株式市場には追い風になり、ナスダックやS&P500は史上最高値を更新し、株価水準的には非常に良い状態が継続している。
週末の雇用統計では非農業部門雇用者数と平均時給が予想を大きく上回るサプライズ。
しかし失業率は悪化したのもあってか、株式は小動き。
週前半は弱い経済統計(4月JPLTS、5月ADP雇用統計)に年内利下げに期待が高まったが、強い雇用統計で過度な楽観は修正する雰囲気に。
年内の利下げ見通し2回を1回に修正する投資家が徐々に増えてきているようだ。
個別株ではエヌビディアが引き続き市場の期待を集めている。
先週は時価総額でAppleを抜いてマイクロソフトに次ぐ2位に浮上。
今週からは株式分割も実施され更に売買が活発になるかもしれない。
ECBが0.25%の利下げを実施したが、事前に織り込まれていた。
発表前後で大きな変動は見られなかった。
ラガルド総裁は次の利下げはデータを見ながら慎重に行う方針を表明。
ECBの前日にはカナダもG7の国としては初めての利下げを発表した。
今週
週半ばから後半に重要指標とイベントが集中する。
金利と株式に反応が強く出る可能性に注意。
FOMCが11~12日に開催
12日の結果発表の日に5月CPI
13日には5月PPI
FOMCでは金利据え置き予想だが、先読みを示すCPIやPPIは年内利下げ観測に影響を与えるだろう。
FOMCではドットチャートも示され、パウエル議長の会見では年内のインフレや金利込々が注目される。

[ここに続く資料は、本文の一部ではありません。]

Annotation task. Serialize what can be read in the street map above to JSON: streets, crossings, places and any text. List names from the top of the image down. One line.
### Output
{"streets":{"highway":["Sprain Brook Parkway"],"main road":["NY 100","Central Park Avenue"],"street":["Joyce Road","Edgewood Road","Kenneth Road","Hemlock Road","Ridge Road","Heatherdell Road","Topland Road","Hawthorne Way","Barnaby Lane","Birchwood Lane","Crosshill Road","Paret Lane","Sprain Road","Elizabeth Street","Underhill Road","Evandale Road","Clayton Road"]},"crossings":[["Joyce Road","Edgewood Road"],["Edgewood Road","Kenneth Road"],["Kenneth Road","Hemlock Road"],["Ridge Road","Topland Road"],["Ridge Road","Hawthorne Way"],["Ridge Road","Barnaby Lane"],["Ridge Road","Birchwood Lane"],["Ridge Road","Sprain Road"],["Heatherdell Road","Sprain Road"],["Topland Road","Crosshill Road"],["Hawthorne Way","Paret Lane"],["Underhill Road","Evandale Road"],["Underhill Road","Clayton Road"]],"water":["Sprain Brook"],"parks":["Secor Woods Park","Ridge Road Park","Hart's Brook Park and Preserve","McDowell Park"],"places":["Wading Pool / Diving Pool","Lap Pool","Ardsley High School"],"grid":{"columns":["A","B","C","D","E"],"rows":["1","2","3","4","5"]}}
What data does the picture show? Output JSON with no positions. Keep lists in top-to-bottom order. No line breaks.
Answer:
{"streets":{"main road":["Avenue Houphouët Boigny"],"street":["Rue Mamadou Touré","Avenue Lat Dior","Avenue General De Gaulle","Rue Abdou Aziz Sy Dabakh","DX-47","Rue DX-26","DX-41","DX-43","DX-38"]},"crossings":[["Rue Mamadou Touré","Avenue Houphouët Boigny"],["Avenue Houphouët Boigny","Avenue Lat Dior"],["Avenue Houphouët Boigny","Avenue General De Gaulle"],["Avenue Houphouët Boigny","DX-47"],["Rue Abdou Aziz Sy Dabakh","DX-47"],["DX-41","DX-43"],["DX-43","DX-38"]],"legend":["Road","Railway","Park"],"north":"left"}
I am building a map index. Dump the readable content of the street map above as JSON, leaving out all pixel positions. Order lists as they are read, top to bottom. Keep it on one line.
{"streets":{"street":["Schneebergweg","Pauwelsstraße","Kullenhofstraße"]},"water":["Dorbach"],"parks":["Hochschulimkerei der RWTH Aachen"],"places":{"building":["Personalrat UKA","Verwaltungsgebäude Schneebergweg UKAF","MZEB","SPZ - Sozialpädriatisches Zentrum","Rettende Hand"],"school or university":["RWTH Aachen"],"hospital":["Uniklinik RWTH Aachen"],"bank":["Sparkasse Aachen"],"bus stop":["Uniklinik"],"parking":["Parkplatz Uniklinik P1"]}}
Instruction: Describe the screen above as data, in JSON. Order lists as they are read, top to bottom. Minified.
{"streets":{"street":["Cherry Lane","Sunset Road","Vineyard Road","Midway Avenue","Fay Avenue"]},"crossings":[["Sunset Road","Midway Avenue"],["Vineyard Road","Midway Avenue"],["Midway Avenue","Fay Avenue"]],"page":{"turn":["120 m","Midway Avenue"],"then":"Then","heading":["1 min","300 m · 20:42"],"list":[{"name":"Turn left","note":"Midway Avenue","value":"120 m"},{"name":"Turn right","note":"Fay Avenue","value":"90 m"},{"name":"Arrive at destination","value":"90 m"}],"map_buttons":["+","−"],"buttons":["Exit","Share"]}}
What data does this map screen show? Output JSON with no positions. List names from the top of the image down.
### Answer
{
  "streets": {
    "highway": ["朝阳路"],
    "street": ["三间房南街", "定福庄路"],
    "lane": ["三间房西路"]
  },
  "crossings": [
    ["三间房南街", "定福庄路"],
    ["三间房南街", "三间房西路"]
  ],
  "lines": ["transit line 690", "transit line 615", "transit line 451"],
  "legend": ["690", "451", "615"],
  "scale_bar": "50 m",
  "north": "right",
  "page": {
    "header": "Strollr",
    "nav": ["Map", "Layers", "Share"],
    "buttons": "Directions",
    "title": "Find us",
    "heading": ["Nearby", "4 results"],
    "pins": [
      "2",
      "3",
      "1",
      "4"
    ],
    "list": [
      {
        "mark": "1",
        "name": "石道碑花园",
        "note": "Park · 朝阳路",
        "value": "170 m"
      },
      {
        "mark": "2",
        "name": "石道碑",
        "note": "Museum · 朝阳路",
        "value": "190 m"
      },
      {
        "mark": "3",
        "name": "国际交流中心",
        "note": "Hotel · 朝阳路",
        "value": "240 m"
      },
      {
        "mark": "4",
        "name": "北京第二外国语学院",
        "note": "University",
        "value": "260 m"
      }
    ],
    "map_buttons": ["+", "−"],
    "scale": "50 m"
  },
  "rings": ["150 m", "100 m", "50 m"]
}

金利と株式やドルに大きな変動をもたらす可能性があるだろう。
とはいえ、これが終われば金利に注目し敏感に反応するのはいったん小休止となるか。
市場では他の材料への反応が強くなっていくように思う。
先週ECBは4年9か月ぶりに利下げをした。
次回以降の利下げには慎重なスタンスだが、世界的に見ると中央銀行は利下げの流れにある。
インフレは徐々に終息していくというのがコンセンサスだろう。
米国もその流れの中で「いつ」利下げするかを投資家は注視している状況。
FOMCでドットチャートが示されることにより、利下げ回数が年内2回か1回か投資家は判断をアップデートできるのではないか。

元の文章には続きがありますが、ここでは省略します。